Friday 15 June 2007

The preferred csv parser for java?

My project needs to parse a csv file.
Of course I could write "yet-another-csv-parser", but this time I looked a bit further - past my own code to see if someone else had created the preferred csv java api.

My requirements seemed fair:

  • Open source:
    • I would like to see the code and have the ability to extend where needed
    • If the code is available from a maven repository it is easy to download and add to my favorite IDE (intellij idea)
    • Distributed to ibiblio with sourcecode would be great as it eases my work even more.
  • Some kind of error reporting
    It would be nice if the parser could report a more specific error than just an IOException with now details. It would be nice if the error could tell something about what line that couldn't be parsed.

I found a couple of api's that I took a closer look at:

http://www.csvreader.com/
- Seemed easy to use, but not available from ibiblio (or any other repository I could find)
- Binary was available from sourceforge as was the sourcecode
- No error reporting besides IOException

http://www.mvnrepository.com/artifact/genjava/gj-csv
- Binary and source available from ibiblio.
- No error reporting besides IOException

http://www.mvnrepository.com/artifact/net.sf.opencsv/opencsv
- Only binary available from ibiblio.
- No error reporting besides IOException

Looked at some other apis as well but my general observation was that non of the api's had a focus on error reporting or validation of the document.

Why doesn't the java community have a preferred api for csv parsing?
One explanation could be that every project implements its own as parsing a csv file seems as a trivial operation.
Another explanation could be that this kind of work suffer from the Not invented here syndrome? :-)

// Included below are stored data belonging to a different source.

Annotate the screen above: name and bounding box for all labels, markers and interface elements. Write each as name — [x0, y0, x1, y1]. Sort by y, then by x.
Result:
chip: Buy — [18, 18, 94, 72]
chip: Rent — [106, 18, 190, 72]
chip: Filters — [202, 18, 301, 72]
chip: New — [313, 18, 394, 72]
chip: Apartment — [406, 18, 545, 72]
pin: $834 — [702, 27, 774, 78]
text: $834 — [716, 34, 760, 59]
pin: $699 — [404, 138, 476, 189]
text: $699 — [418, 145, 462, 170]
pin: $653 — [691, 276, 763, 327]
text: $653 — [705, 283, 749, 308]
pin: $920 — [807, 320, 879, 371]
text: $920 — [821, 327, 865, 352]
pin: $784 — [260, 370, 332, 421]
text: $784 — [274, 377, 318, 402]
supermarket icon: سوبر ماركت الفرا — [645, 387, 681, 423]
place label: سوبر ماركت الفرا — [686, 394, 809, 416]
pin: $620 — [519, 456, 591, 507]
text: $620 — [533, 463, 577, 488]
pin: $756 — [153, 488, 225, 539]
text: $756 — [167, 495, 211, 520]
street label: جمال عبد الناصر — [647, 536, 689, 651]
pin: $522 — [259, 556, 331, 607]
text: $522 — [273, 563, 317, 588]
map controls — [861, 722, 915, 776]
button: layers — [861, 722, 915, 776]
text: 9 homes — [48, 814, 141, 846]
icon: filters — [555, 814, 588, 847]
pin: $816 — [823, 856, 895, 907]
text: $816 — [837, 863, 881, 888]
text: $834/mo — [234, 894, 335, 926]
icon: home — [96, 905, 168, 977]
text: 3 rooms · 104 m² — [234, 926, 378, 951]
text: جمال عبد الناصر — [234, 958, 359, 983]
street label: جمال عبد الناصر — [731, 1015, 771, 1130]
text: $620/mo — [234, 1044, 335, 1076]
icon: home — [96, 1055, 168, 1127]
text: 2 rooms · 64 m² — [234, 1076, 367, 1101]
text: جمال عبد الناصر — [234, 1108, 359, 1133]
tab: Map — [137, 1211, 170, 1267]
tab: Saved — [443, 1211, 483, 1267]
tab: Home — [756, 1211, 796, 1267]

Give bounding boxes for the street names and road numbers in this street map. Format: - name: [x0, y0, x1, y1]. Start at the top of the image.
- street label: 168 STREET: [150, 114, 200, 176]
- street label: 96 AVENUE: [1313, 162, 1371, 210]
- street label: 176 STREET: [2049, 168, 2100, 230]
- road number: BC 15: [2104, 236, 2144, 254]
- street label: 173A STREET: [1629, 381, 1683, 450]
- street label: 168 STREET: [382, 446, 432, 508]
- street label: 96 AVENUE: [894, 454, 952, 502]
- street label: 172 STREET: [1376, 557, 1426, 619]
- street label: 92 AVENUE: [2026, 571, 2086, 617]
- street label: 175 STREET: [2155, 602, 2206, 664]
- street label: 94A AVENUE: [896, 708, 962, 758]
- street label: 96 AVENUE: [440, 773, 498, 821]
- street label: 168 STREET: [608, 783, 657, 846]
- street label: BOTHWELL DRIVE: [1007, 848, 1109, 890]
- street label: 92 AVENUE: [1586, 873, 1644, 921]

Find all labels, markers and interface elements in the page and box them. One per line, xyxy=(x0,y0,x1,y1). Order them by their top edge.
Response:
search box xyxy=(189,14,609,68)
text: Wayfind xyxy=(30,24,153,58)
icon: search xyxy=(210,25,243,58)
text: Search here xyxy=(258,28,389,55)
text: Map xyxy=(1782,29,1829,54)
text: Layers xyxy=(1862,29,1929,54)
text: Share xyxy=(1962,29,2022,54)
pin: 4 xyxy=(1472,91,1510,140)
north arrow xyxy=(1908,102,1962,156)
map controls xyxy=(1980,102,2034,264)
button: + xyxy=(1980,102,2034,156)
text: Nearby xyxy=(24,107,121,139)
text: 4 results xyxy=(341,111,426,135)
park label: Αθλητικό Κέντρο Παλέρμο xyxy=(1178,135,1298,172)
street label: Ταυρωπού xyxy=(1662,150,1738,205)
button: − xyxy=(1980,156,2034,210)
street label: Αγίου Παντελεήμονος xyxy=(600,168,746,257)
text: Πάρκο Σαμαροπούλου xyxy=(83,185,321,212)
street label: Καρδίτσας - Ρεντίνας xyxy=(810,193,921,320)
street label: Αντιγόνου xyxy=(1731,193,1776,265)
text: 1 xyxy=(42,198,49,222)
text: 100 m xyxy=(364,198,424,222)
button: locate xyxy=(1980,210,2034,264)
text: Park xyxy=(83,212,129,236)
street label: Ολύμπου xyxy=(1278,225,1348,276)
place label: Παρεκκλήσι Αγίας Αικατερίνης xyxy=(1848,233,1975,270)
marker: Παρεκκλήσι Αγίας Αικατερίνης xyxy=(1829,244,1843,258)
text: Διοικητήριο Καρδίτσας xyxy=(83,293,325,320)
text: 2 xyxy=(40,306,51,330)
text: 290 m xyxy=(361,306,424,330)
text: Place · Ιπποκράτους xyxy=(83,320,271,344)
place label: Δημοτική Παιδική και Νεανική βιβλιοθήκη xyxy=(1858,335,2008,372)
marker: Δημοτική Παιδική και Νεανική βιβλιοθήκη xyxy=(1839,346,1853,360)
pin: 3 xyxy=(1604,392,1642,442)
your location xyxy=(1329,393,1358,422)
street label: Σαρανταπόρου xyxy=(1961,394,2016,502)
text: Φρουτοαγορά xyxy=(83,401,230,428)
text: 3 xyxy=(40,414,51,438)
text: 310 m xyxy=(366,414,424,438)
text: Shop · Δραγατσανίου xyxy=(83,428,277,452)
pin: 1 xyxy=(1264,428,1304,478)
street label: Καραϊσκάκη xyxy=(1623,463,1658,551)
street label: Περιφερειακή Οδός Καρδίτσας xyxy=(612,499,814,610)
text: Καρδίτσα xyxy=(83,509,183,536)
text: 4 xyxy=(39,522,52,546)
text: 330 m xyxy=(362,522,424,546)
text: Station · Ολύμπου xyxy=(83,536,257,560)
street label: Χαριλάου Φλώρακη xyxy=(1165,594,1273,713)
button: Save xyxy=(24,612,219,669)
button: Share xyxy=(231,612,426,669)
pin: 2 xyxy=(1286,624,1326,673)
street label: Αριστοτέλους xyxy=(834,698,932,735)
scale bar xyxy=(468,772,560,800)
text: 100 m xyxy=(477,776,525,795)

Please let me know that I am missing the implementation - it simply must be out there.

7 comments:

Anonymous said...

A suggestion could be http://flatpack.sourceforge.net/

Jacob von Eyben said...

Flatpack looks promising, but I can't find it in any maven repository in contrast to what
this thread states.

Do you or anyone else know if it is available from a maven repository?

Anonymous said...

Check out this one: http://jffp.sourceforge.net/

Anonymous said...

How about:

String[] fields = String.split(",");

Anonymous said...

Just to add to the list, I did a *very* basic one a couple years ago: http://kasparov.skife.org/csv/ and I know Henri Yandell wrote one somewhere in http://www.osjava.org/ as well, I think another was donated to Jakarta at one point but no one picked up the ball -- that one was a commercial thing and probably is the most robust I know of in the face of bizarro input, but was much slower than mine.

Unknown said...

Hi,

Looking at one comment wrt FlatPack, I'd like to say that flatpack will available on a Maven repository as soon as we complete this release.

In the meantime, feel free to grab a SNAPSHOT at:
http://objectlabkit.sf.net/m1-repo/
under net.sf.flatpack


Thanks
Benoit

Anonymous said...

Apache Commons has a fairly intelligent CSVParser, and includes a CSVStrategy class that allows one to set delimiters, encapulators, escape characters, etc. and handle complex encapsulators.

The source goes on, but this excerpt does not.